Elisa Thoral, Lauréliane Dargère, Ione Medina-Suárez, Angéline Clair, Laetitia Averty, Justine Sigaud, Anne Morales, Karine Salin, Loïc Teulier

Non-lethal sampling for assessment of mitochondrial function does not affect metabolic rate and swimming performance

  • General Agricultural and Biological Sciences
  • General Biochemistry, Genetics and Molecular Biology

A fundamental issue in the metabolic field is whether it is possible to understand underlying mechanisms that characterize individual variation. Whole-animal performance relies on mitochondrial function as it produces energy for cellular processes.

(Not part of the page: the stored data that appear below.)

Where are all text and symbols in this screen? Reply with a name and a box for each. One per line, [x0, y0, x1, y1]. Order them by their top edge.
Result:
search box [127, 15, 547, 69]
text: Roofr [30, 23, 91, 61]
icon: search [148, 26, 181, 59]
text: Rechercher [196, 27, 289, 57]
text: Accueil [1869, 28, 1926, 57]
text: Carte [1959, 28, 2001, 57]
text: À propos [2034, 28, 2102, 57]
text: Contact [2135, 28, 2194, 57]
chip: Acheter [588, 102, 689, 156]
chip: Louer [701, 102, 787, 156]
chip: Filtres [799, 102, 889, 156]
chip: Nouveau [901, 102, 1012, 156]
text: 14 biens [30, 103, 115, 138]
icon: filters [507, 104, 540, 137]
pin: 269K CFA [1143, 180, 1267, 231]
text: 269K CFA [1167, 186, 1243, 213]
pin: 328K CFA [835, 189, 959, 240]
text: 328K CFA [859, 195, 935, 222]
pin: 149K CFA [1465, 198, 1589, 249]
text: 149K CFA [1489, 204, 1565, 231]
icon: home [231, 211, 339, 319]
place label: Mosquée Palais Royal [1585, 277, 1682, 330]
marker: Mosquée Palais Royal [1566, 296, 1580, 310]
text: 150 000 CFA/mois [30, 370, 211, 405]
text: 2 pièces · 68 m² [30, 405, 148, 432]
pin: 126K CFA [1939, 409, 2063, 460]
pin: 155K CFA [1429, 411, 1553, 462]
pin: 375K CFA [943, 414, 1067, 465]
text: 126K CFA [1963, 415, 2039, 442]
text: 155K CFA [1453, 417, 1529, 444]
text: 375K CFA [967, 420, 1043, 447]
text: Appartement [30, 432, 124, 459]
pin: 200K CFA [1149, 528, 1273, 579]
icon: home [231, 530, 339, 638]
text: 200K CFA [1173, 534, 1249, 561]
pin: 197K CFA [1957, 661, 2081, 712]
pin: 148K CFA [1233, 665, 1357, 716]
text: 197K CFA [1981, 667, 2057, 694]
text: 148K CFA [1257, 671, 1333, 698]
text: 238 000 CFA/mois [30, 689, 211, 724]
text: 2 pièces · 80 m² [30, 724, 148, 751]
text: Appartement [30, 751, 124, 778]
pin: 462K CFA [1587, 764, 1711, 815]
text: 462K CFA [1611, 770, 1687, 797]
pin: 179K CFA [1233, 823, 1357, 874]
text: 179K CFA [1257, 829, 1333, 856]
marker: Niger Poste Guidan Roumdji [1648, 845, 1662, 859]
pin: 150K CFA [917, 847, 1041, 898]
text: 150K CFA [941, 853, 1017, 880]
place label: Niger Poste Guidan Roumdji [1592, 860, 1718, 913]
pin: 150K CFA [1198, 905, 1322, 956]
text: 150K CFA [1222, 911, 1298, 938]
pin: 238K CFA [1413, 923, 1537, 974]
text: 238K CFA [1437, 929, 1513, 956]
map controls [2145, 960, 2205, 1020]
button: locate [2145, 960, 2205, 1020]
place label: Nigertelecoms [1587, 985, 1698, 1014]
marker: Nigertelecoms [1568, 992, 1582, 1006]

However, our lack of longitudinal measures to evaluate how mitochondrial function can change within and among individuals and with environmental context makes it difficult to assess individual variation in mitochondrial traits. The aims of this study were to test the repeatability of muscle mitochondrial metabolism by performing two biopsies of red muscle, and to evaluate the effects of biopsies on whole-animal performance in goldfish Carassius auratus . Our results show that basal mitochondrial respiration and net phosphorylation efficiency are repeatable at 14-day intervals. We also show that swimming performance (optimal cost of transport and critical swimming speed) was repeatable in biopsied fish, whereas the repeatability of individual oxygen consumption (standard and maximal metabolic rates) seemed unstable over time. However, we noted that the means of individual and mitochondrial traits did not change over time in biopsied fish. This study shows that muscle biopsies allow the measurement of mitochondrial metabolism without sacrificing animals and that two muscle biopsies 14 days apart affect the intraspecific variation in fish performance without affecting average performance of individuals. This article is part of the theme issue ‘The evolutionary significance of variation in metabolic rates’.